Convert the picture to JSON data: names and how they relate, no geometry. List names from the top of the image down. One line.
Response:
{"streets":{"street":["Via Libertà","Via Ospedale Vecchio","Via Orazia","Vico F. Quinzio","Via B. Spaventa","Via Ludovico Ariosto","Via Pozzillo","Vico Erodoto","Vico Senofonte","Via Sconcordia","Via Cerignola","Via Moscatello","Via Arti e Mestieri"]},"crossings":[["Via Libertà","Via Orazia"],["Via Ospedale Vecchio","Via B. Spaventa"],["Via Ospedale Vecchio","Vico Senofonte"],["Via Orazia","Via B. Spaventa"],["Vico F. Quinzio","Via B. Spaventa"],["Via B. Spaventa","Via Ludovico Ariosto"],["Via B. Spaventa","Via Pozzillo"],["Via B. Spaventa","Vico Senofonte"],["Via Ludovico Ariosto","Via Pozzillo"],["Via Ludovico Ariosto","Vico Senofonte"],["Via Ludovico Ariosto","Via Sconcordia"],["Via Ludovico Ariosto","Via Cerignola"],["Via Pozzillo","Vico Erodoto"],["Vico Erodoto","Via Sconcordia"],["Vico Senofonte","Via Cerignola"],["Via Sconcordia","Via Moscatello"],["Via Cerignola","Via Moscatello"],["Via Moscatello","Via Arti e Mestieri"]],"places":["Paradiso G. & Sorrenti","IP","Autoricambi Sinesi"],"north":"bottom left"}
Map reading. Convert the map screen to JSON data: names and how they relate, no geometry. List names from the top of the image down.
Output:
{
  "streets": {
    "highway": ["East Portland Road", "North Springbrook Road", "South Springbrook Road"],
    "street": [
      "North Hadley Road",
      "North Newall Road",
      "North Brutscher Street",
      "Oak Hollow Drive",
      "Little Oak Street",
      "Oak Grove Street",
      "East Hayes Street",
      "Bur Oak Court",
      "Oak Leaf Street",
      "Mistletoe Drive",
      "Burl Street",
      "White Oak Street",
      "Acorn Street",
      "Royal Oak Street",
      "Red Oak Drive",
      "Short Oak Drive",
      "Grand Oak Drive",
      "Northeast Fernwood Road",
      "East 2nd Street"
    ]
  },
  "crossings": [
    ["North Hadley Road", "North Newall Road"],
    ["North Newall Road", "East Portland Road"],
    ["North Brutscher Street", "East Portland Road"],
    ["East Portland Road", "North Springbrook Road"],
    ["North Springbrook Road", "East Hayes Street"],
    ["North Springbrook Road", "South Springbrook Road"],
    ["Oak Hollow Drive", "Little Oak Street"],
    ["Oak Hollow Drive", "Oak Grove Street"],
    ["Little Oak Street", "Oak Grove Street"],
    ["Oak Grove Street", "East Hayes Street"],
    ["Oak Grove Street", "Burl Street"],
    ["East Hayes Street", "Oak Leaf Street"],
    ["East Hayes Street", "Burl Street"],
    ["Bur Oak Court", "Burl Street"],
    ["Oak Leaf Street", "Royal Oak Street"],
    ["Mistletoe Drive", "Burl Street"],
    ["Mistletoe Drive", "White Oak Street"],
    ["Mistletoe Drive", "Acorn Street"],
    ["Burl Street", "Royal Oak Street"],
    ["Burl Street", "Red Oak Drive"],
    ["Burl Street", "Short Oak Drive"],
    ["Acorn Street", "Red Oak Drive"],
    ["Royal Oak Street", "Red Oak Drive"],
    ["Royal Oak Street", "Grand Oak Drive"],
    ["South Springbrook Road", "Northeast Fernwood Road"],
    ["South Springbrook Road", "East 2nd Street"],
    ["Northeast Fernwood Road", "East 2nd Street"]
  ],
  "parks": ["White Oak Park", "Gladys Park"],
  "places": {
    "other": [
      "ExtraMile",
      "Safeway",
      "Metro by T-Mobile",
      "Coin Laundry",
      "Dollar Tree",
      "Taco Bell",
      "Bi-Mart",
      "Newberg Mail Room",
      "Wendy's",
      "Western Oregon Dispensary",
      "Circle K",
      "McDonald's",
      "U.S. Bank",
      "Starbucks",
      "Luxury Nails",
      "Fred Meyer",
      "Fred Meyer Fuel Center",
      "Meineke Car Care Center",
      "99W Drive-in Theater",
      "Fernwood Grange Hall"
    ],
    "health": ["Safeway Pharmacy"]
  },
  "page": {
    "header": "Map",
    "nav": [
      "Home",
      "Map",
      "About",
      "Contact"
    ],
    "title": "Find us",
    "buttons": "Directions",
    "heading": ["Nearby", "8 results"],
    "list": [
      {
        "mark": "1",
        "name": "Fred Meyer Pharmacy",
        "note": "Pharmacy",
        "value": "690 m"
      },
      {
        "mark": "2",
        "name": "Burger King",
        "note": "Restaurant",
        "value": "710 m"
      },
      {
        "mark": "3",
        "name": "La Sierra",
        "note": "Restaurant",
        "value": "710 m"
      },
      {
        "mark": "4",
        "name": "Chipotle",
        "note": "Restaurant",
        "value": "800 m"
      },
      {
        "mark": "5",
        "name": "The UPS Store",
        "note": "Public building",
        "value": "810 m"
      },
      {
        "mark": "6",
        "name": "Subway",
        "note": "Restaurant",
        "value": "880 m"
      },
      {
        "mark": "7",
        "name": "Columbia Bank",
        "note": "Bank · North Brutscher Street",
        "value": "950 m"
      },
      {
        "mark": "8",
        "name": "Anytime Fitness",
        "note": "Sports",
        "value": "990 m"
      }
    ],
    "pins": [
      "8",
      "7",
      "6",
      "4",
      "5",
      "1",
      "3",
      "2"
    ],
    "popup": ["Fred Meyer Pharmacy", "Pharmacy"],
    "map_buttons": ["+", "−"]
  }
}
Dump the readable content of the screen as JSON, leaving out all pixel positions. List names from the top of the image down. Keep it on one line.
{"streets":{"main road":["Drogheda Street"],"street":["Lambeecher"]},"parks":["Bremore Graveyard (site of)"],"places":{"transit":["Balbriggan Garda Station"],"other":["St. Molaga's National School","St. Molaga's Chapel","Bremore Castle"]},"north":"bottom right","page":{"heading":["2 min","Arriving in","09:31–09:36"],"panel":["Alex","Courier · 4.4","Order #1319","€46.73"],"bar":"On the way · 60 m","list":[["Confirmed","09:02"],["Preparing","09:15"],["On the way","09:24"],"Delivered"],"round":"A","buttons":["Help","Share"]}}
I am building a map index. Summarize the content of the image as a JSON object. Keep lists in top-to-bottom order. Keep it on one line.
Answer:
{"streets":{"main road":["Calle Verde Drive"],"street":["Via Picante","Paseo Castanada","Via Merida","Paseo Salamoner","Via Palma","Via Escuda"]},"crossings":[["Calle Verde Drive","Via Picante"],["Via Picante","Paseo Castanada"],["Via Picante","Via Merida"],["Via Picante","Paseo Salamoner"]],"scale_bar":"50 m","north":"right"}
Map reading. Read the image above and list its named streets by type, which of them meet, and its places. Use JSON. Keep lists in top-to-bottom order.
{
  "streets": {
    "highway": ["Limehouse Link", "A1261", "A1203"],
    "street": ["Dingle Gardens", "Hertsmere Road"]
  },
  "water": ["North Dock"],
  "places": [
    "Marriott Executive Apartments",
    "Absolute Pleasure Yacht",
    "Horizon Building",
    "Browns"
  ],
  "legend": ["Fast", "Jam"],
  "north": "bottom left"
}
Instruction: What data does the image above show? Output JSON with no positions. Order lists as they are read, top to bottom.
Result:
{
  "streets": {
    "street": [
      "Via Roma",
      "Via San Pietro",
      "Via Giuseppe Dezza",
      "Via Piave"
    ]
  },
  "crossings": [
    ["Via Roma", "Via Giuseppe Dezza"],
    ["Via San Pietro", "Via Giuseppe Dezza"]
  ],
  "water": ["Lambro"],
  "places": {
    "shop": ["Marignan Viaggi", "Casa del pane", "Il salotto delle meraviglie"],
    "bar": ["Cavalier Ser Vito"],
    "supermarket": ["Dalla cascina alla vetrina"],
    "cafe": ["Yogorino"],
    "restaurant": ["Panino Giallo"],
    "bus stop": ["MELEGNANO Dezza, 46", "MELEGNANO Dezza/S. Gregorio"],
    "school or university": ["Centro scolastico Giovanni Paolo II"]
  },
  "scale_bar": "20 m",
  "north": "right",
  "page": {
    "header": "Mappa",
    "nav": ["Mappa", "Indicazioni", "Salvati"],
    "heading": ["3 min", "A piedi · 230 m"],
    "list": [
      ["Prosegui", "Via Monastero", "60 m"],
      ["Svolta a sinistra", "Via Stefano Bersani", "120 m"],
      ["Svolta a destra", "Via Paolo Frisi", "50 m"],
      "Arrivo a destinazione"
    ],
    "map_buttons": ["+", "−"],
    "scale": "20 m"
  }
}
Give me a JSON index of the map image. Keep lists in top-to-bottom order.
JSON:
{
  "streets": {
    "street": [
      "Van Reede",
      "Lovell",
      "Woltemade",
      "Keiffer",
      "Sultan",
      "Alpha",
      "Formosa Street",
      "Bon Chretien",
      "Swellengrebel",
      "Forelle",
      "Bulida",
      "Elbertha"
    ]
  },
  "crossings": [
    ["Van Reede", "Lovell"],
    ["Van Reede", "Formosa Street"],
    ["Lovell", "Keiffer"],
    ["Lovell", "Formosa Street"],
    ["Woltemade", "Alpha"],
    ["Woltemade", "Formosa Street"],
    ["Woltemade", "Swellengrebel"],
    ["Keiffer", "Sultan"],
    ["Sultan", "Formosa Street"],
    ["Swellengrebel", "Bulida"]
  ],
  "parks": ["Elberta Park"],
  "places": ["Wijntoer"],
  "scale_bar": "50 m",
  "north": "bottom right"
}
====================
WHAT TO DO: All lines above with "relate" in them should be returned.

RESULT FOR THIS EXERCISE:
Convert the picture to JSON data: names and how they relate, no geometry. List names from the top of the image down. One line.
Map reading. Convert the map screen to JSON data: names and how they relate, no geometry. List names from the top of the image down.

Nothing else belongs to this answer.